Stored data entries
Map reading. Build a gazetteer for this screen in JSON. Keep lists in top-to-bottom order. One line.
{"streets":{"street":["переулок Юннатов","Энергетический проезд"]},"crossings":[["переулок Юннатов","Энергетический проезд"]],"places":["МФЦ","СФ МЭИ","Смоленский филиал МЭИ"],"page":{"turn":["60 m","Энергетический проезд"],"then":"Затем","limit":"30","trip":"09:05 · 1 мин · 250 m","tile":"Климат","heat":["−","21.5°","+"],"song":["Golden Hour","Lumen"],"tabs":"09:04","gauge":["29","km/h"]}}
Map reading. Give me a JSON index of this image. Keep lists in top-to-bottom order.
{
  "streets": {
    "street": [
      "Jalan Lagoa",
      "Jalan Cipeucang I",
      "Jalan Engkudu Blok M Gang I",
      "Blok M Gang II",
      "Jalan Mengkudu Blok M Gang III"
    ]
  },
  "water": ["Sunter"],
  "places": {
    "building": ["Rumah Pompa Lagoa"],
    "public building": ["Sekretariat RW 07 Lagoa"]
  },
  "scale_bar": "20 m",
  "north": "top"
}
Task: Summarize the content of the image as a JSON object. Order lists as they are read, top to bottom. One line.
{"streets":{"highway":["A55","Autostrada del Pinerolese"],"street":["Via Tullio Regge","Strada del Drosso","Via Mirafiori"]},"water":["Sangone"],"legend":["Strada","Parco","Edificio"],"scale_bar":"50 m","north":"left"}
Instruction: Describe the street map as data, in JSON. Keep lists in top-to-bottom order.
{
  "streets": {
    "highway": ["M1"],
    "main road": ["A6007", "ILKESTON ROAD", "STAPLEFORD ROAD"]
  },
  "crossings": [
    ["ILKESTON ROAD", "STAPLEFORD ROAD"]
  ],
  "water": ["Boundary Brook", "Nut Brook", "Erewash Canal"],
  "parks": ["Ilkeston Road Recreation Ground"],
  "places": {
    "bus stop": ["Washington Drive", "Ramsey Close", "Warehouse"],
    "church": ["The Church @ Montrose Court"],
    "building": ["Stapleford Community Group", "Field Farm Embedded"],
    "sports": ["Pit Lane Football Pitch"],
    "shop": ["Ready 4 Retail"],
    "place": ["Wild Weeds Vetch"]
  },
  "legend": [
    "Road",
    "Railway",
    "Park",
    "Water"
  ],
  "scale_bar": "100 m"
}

-- Task item --
Repeat all the records. Match each line exactly.

-- Result --
Map reading. Build a gazetteer for this screen in JSON. Keep lists in top-to-bottom order. One line.
{"streets":{"street":["переулок Юннатов","Энергетический проезд"]},"crossings":[["переулок Юннатов","Энергетический проезд"]],"places":["МФЦ","СФ МЭИ","Смоленский филиал МЭИ"],"page":{"turn":["60 m","Энергетический проезд"],"then":"Затем","limit":"30","trip":"09:05 · 1 мин · 250 m","tile":"Климат","heat":["−","21.5°","+"],"song":["Golden Hour","Lumen"],"tabs":"09:04","gauge":["29","km/h"]}}
Map reading. Give me a JSON index of this image. Keep lists in top-to-bottom order.
{
  "streets": {
    "street": [
      "Jalan Lagoa",
      "Jalan Cipeucang I",
      "Jalan Engkudu Blok M Gang I",
      "Blok M Gang II",
      "Jalan Mengkudu Blok M Gang III"
    ]
  },
  "water": ["Sunter"],
  "places": {
    "building": ["Rumah Pompa Lagoa"],
    "public building": ["Sekretariat RW 07 Lagoa"]
  },
  "scale_bar": "20 m",
  "north": "top"
}
Task: Summarize the content of the image as a JSON object. Order lists as they are read, top to bottom. One line.
{"streets":{"highway":["A55","Autostrada del Pinerolese"],"street":["Via Tullio Regge","Strada del Drosso","Via Mirafiori"]},"water":["Sangone"],"legend":["Strada","Parco","Edificio"],"scale_bar":"50 m","north":"left"}
Instruction: Describe the street map as data, in JSON. Keep lists in top-to-bottom order.
{
  "streets": {
    "highway": ["M1"],
    "main road": ["A6007", "ILKESTON ROAD", "STAPLEFORD ROAD"]
  },
  "crossings": [
    ["ILKESTON ROAD", "STAPLEFORD ROAD"]
  ],
  "water": ["Boundary Brook", "Nut Brook", "Erewash Canal"],
  "parks": ["Ilkeston Road Recreation Ground"],
  "places": {
    "bus stop": ["Washington Drive", "Ramsey Close", "Warehouse"],
    "church": ["The Church @ Montrose Court"],
    "building": ["Stapleford Community Group", "Field Farm Embedded"],
    "sports": ["Pit Lane Football Pitch"],
    "shop": ["Ready 4 Retail"],
    "place": ["Wild Weeds Vetch"]
  },
  "legend": [
    "Road",
    "Railway",
    "Park",
    "Water"
  ],
  "scale_bar": "100 m"
}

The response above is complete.